26.7       William Bourne, Independent Adviser to the Pension Committee fed back that it remained important that the Committee is consistent with their fiduciary duty and have considered proper advice from investment advisors before making decisions. A full divestment policy would not be consistent with the Committee’s fiduciary duty as the Fund’s portfolio should remain diversified, with the opportunity to invest in fossil fuel companies if required. Investment managers are responsible for driving engagement and it is down to the managers to divest if the engagement process is unsuccessful. A Motion passed by the Committee to divest would need to evidence that the implications do not include any financial detriment and would require majority support from members of the Fund, neither of which could be evidenced at this point in time.

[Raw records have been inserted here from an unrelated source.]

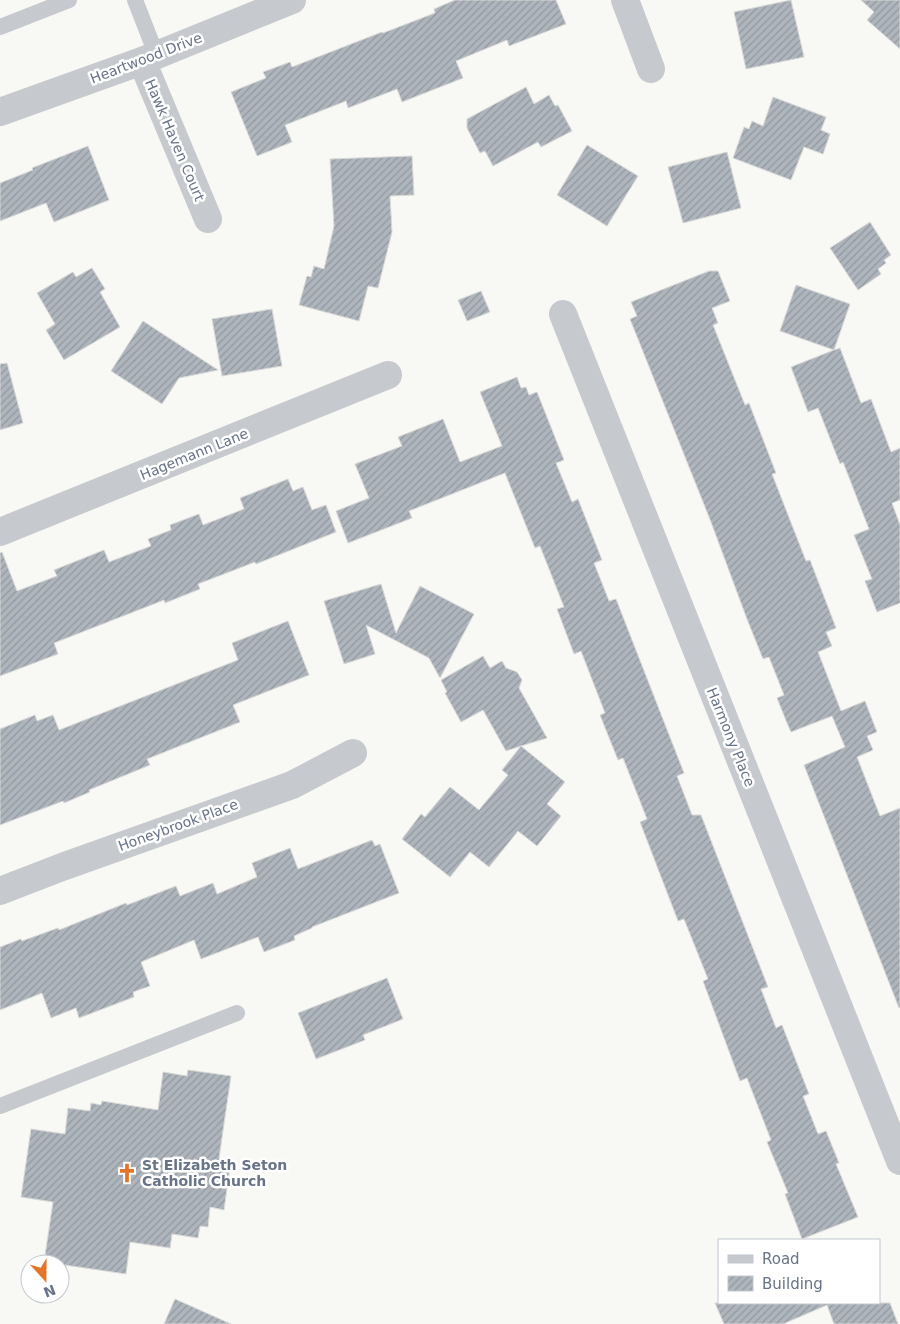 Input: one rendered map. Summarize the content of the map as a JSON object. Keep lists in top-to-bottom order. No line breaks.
{"streets":{"street":["Heartwood Drive","Hawk Haven Court","Hagemann Lane","Harmony Place","Honeybrook Place"]},"crossings":[["Heartwood Drive","Hawk Haven Court"]],"places":{"church":["St Elizabeth Seton Catholic Church"]},"legend":["Road","Building"],"north":"bottom"} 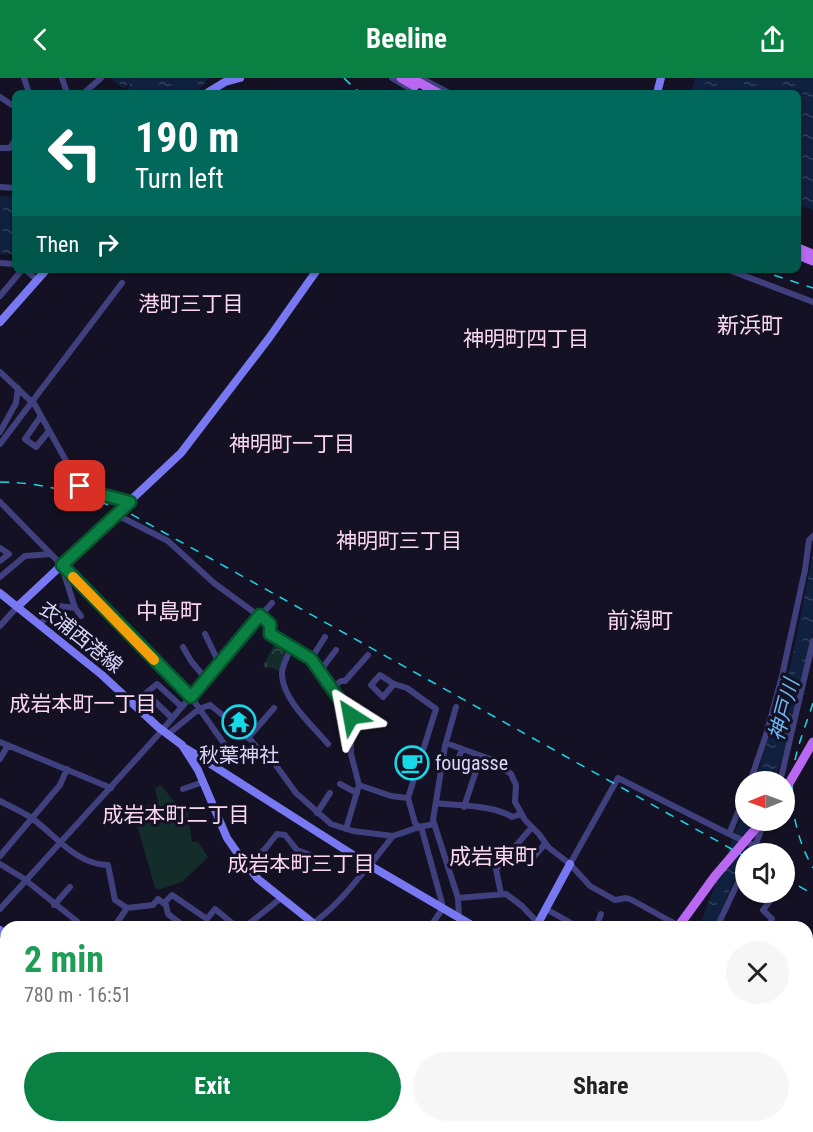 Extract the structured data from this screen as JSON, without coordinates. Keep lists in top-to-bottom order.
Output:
{
  "streets": {
    "street": ["衣浦西港線"]
  },
  "districts": [
    "港町三丁目",
    "新浜町",
    "神明町四丁目",
    "神明町一丁目",
    "神明町三丁目",
    "中島町",
    "前潟町",
    "成岩本町一丁目",
    "成岩本町二丁目",
    "成岩東町",
    "成岩本町三丁目"
  ],
  "water": ["神戸川"],
  "places": {
    "temple": ["秋葉神社"],
    "cafe": ["fougasse"]
  },
  "north": "left",
  "page": {
    "header": "Beeline",
    "turn": ["190 m", "Turn left"],
    "then": "Then",
    "heading": ["2 min", "780 m · 16:51"],
    "buttons": ["Exit", "Share"]
  }
}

26.8       The following amendment was proposed by Councillor Fox and seconded:

26.9       The Committee resolves to ask officers and the Fund’s external advisers to conduct a piece of work concurrent with the completion of the triennial valuation which:

1.    Assesses the fiduciary and legal consequences of fossil fuel divestment for the Fund;

36.           

2.    Examines how such a move aligns with relevant guidance and advice;

 

3.    Explores how practical an act it would be within the context of the ACCESS pool; and

 

4.    Reviews evidence on the efficacy of such an approach in promoting the energy transition.

37.           

26.10    The amendment was put to the vote and the Committee RESOLVED to agree the amendment. The Committee noted that it would be essential to look at a range of different sources when reviewing evidence in relation to divestment. The report should be completed in line with the triannual valuation and reported to the Committee in quarter 2 of 2023.

26.11    The following amendment was proposed by Councillor Tutt and seconded:

 

In principle, propose to divest from all fossil fuel companies excluding utility companies and to use that money to invest in green infrastructure funds subject to advice from the Fund’s professional advisers.

38.           

26.12    The amendment was put to the vote and LOST.

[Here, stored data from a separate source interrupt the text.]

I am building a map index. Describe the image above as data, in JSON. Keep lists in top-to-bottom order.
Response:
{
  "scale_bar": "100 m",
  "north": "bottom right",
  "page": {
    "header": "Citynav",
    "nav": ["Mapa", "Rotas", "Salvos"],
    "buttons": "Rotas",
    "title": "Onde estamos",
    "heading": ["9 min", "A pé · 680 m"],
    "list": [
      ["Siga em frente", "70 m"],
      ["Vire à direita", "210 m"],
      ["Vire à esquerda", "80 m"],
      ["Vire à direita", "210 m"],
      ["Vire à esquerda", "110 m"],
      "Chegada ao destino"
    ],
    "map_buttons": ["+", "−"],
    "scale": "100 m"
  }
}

26.13    The Committee RESOLVED to:

1)    note the Investment Workplan (appendix 1);

 

2)    note the Quarterly Investment Report from the Investment Advisor, Isio (appendix 2)

 

3)    note the investment strategy review (appendix 3) and agree the following amendments to the implementation plan for the investment strategy:

·         maintain the absolute return mandates until the infrastructure equity mandate is drawn;

 

·         to continue using the corporate bonds to fund the new diversified credit mandate;

 

·         retain the index-linked gilt allocation over the short term;

 

·         trim the core property exposure and hold this in index linked gilts until decision made on inflation-linked property;

 

·         re-visit the case for inflation-linked property in the current environment ahead of implementing the strategic allocation.

 

4)    note the equity performance and investment outlook considering investment style and exclusions;

 

5)    note the update on the Carbon footprint of the Fund;

 

6)    note the Q1 Engagement Report (appendix 4);

 

7)    approve that officers make a submission of the Stewardship Code to the Financial Reporting Council (FRC);

 

8)    note the External Assurance report update;

 

9)    note the ACCESS update;

 

10) delegate authority to the Chief Finance Officer to take all necessary actions to give effect to the implementation of the above recommendations; and

 

11)to ask officers and the Fund’s external advisers to conduct a piece of work concurrent with the completion of the triennial valuation which:

 

·         assesses the fiduciary and legal consequences of fossil fuel divestment for the Fund; 

 

·         examines how such a move aligns with relevant guidance and advice;

 

·         explores how practical an act it would be within the context of the ACCESS pool; and

 

·         reviews evidence on the efficacy of such an approach in promoting the energy transition.